When many Pods fail together, namespace-level or cluster-level events can be faster than per-Pod describe.

  1. Read container logs.
kubectl logs <pod-name> -n <namespace> -c <container-name>
kubectl logs <pod-name> -n <namespace> -c <container-name> --previous

--previous matters for cases such as CrashLoopBackOff, where the current container may have already restarted.

  1. Classify likely causes by status.
  • Pending + FailedScheduling: node selector, taint/toleration, resource request, or PVC binding
  • ImagePullBackOff or ErrImagePull: image name, tag, registry auth, network, or pull policy
  • CrashLoopBackOff: Last State, exit code, --previous logs, or probe configuration
  • Running but Ready=False: readiness probe, dependency, or service endpoint
  • Normal events but application failure: app log, config, secret mount, or environment variable

Observations

  • describe is a compact view of one object’s current state plus recent events.
  • events is better for the timeline of scheduler, controller, and kubelet decisions.
  • logs only helps after the container has emitted output. If the Pod fails before startup, logs may be empty.

Interpretation

In my view, the useful default order is: use describe to narrow the layer, use events to understand the control-plane timeline, then use logs to inspect application behavior inside the container.
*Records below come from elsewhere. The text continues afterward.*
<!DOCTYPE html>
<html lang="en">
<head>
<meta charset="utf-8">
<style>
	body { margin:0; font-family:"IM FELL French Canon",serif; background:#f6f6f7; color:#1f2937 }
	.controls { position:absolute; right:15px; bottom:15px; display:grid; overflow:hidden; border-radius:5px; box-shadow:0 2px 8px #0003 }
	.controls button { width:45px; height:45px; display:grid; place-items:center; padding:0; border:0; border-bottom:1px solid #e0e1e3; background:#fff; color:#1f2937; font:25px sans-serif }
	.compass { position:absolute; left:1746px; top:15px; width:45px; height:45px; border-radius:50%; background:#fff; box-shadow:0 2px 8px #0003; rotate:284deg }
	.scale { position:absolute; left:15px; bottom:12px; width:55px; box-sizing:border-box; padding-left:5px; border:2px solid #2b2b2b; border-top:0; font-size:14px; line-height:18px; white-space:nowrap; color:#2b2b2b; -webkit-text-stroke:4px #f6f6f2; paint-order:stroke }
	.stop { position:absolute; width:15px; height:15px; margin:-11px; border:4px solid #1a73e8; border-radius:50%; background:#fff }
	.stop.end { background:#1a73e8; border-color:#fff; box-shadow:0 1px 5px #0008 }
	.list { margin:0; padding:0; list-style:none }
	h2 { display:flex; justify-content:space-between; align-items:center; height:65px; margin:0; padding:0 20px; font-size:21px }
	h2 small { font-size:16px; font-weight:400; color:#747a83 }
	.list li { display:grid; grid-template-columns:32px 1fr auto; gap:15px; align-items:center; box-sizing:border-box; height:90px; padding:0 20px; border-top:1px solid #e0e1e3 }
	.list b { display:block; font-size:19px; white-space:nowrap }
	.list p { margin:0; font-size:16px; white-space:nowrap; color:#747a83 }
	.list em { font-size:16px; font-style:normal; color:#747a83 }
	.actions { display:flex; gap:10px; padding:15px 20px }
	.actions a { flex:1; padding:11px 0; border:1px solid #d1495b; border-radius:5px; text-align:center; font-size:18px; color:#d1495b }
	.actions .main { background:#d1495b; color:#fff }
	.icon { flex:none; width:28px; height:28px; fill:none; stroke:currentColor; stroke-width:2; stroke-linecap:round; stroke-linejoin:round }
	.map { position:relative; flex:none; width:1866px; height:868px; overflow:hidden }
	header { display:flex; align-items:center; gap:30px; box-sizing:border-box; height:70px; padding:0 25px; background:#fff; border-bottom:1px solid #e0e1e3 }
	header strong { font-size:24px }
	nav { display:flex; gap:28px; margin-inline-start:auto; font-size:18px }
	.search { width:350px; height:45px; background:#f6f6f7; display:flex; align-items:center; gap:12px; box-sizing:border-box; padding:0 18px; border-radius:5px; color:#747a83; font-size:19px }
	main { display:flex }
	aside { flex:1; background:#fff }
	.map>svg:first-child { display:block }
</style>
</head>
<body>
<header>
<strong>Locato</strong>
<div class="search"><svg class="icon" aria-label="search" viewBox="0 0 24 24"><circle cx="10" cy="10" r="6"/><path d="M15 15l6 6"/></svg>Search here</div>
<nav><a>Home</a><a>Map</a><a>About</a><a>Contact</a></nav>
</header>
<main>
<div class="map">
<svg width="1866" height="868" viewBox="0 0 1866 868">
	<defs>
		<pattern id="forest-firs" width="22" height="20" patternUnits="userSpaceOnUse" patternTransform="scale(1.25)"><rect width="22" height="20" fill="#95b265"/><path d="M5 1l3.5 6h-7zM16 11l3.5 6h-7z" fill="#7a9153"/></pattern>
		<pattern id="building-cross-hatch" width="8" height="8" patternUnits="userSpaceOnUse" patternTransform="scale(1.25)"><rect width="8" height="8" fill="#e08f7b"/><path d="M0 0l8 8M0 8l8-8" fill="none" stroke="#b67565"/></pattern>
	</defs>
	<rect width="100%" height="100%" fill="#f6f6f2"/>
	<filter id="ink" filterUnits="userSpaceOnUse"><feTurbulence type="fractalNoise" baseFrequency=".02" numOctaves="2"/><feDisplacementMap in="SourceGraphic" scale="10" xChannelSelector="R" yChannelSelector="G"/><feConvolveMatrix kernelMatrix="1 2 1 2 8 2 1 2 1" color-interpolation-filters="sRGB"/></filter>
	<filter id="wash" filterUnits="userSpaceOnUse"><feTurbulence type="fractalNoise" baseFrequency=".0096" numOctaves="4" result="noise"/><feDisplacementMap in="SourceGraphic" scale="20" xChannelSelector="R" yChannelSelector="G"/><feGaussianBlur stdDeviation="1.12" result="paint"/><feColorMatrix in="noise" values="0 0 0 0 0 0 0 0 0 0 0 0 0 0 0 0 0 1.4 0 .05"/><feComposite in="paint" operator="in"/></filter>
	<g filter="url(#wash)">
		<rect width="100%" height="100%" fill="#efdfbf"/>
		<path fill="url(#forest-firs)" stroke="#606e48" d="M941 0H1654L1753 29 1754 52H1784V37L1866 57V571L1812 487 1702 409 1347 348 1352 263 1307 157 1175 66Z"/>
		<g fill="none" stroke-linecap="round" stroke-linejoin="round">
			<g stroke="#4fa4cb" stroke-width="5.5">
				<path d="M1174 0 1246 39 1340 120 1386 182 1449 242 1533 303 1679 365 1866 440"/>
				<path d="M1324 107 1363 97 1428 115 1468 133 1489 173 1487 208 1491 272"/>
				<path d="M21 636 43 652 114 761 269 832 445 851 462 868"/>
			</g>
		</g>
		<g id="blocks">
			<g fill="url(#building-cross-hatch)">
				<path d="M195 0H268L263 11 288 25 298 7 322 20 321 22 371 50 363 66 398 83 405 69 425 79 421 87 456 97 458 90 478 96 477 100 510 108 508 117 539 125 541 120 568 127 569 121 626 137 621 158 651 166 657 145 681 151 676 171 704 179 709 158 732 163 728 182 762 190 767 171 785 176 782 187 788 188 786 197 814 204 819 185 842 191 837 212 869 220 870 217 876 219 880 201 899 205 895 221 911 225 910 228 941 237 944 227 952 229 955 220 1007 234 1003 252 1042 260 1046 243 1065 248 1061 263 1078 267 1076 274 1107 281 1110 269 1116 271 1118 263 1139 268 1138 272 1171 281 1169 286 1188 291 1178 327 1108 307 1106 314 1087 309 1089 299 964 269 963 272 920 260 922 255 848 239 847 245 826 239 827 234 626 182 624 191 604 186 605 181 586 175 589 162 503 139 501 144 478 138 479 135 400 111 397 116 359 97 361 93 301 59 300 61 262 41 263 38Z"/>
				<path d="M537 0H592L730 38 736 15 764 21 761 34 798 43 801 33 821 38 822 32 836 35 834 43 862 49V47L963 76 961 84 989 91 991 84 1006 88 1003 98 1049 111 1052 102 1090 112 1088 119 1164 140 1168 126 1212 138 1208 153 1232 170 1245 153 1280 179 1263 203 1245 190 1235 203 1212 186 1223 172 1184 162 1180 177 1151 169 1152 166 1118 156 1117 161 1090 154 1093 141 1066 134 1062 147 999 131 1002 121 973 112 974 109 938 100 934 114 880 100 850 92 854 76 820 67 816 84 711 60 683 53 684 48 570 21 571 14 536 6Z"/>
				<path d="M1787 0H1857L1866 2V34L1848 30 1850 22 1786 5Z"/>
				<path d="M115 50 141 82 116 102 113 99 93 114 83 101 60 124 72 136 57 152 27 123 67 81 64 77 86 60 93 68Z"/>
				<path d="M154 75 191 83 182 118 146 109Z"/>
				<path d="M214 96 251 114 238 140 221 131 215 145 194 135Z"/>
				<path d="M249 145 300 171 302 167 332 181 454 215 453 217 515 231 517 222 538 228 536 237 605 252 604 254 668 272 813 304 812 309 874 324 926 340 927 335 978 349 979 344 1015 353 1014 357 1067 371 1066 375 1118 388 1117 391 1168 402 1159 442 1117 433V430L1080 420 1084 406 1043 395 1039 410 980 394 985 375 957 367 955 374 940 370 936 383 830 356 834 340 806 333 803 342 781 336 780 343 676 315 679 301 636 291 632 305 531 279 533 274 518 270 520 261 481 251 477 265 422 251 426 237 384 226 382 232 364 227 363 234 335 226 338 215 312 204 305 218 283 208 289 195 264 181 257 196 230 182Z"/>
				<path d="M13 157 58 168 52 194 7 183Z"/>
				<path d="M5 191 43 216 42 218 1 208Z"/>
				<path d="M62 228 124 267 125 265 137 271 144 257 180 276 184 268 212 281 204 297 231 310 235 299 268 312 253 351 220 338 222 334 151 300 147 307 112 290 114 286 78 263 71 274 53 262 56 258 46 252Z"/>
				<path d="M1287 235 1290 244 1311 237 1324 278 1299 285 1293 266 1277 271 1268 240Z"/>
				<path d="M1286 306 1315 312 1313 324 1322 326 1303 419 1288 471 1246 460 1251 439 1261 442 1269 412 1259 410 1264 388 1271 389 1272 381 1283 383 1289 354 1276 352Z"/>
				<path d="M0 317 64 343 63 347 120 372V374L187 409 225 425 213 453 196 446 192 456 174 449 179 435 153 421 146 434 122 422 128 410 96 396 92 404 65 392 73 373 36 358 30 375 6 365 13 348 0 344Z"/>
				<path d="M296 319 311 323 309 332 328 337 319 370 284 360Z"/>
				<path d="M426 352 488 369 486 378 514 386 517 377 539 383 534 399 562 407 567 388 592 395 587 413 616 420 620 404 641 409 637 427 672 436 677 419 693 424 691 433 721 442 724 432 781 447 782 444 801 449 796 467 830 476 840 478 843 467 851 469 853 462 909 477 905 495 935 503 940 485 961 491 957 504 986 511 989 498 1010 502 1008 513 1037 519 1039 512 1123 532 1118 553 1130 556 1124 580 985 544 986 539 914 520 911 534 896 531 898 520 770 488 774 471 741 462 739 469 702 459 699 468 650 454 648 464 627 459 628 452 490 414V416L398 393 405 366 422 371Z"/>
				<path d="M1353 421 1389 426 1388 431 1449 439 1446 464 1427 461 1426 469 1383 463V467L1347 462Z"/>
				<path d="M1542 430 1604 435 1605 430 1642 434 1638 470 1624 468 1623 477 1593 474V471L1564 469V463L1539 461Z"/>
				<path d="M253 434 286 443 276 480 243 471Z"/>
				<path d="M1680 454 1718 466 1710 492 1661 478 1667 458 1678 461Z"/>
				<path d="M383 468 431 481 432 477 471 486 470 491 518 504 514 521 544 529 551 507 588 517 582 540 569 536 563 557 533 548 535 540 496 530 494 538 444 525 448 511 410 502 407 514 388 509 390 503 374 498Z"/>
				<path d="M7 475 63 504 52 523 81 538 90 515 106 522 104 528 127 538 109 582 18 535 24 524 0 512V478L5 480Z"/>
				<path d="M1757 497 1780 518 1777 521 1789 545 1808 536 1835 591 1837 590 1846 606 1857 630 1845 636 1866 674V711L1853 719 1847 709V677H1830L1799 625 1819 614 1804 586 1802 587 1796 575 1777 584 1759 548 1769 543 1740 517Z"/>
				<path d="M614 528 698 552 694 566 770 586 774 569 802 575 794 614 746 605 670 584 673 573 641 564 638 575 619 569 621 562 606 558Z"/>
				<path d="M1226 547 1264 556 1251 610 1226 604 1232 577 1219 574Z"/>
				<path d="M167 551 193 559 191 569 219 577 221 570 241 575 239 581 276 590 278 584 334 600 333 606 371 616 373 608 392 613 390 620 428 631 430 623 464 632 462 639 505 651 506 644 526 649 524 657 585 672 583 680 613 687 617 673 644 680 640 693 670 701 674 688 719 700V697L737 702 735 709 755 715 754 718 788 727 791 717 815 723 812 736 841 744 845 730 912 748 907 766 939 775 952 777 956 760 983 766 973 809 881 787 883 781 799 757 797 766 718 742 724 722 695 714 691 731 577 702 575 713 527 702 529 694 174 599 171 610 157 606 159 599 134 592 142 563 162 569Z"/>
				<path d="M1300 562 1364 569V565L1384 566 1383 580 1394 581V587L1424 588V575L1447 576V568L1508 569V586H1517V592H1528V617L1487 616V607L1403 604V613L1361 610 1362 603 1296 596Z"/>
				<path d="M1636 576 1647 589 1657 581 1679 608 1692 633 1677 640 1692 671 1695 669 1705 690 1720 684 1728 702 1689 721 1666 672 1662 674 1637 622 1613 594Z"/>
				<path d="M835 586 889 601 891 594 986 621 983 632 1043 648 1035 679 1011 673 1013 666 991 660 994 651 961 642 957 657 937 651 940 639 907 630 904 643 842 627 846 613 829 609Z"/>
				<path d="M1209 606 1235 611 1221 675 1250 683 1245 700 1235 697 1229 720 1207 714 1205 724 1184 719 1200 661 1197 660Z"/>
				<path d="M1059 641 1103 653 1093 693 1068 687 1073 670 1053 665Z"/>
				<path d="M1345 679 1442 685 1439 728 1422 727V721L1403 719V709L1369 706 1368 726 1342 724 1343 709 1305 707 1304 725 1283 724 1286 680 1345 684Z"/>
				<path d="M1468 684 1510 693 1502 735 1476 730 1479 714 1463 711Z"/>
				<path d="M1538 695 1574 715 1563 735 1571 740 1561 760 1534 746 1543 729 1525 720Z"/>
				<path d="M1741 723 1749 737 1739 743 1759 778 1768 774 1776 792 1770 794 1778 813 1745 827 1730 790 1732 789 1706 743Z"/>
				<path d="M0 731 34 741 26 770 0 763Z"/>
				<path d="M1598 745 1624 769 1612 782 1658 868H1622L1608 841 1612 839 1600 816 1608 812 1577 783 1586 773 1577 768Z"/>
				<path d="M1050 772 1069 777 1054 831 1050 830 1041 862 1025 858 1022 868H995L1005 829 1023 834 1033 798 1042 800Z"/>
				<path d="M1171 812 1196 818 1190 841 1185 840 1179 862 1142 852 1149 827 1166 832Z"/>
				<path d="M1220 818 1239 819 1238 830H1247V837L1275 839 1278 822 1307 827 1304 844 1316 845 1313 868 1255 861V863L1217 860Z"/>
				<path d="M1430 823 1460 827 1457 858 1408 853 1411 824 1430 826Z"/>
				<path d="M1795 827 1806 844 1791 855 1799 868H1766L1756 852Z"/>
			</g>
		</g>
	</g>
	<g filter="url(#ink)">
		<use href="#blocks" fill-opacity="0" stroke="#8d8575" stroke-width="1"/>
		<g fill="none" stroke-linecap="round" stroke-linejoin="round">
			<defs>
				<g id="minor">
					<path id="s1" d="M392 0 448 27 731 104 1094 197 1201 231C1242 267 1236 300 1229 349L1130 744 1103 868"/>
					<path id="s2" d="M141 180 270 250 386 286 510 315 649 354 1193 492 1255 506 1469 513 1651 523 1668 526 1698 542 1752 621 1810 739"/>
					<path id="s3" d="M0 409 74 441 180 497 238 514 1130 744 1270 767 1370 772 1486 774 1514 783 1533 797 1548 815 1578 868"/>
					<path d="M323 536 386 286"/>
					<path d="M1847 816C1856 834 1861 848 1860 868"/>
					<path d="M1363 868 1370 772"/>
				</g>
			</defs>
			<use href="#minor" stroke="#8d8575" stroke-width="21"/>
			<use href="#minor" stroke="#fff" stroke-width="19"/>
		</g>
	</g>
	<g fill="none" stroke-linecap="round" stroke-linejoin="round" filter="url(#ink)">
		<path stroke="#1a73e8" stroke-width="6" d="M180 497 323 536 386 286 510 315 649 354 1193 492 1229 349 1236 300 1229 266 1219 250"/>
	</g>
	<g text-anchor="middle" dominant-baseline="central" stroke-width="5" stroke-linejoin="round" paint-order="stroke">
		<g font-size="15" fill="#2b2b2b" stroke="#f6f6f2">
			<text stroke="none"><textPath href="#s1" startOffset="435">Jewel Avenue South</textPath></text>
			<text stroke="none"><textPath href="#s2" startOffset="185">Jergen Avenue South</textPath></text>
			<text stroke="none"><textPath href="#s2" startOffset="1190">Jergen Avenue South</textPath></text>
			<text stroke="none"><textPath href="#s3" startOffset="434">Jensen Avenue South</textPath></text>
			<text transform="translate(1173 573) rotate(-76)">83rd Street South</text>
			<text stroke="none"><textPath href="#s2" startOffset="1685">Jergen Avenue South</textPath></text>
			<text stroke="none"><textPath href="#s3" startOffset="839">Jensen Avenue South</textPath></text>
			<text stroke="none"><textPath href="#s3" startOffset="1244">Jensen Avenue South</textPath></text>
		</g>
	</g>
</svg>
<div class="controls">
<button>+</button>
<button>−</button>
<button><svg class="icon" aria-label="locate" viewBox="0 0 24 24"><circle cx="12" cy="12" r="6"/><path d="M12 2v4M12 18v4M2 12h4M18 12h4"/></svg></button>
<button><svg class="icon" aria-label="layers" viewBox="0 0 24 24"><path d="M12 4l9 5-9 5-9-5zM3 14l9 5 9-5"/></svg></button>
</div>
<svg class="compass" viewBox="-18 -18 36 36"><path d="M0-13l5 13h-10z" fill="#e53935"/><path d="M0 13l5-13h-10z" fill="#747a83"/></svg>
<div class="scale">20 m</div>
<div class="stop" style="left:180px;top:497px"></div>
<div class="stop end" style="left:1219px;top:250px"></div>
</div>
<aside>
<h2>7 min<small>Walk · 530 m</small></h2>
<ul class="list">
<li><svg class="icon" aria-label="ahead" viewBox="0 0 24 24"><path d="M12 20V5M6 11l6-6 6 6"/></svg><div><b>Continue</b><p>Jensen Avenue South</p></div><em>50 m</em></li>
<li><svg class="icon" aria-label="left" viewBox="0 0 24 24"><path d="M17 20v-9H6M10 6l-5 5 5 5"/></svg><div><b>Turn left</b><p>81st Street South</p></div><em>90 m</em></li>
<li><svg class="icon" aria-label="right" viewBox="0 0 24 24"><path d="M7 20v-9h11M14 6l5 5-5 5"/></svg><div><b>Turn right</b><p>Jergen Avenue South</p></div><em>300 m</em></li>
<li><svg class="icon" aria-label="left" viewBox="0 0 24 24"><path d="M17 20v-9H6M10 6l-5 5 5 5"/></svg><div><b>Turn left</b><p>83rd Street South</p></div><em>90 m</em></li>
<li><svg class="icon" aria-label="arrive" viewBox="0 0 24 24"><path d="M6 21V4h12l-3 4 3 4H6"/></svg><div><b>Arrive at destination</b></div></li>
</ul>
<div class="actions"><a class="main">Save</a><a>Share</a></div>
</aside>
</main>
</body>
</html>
Opinion: incident notes should keep namespace, pod, container, commands run, key event reason, exit code, restart count, and whether --previous was used. That is usually more useful than pasting the entire raw log.

Limitations

  • Kubernetes events are not a long-term incident archive. Long-running investigations need separate logging and observability.
  • Managed Kubernetes, CNI, CSI, registry, and node OS differences can change the exact messages and likely causes.
  • This post covers first response for Pod/Deployment issues, not the full space of control-plane, DNS, storage, or network-policy failures.

References

Change Log

  • 2026-04-29: Initial draft.
  • 2026-04-29: Added describe, events, and logs troubleshooting order with status-based interpretation.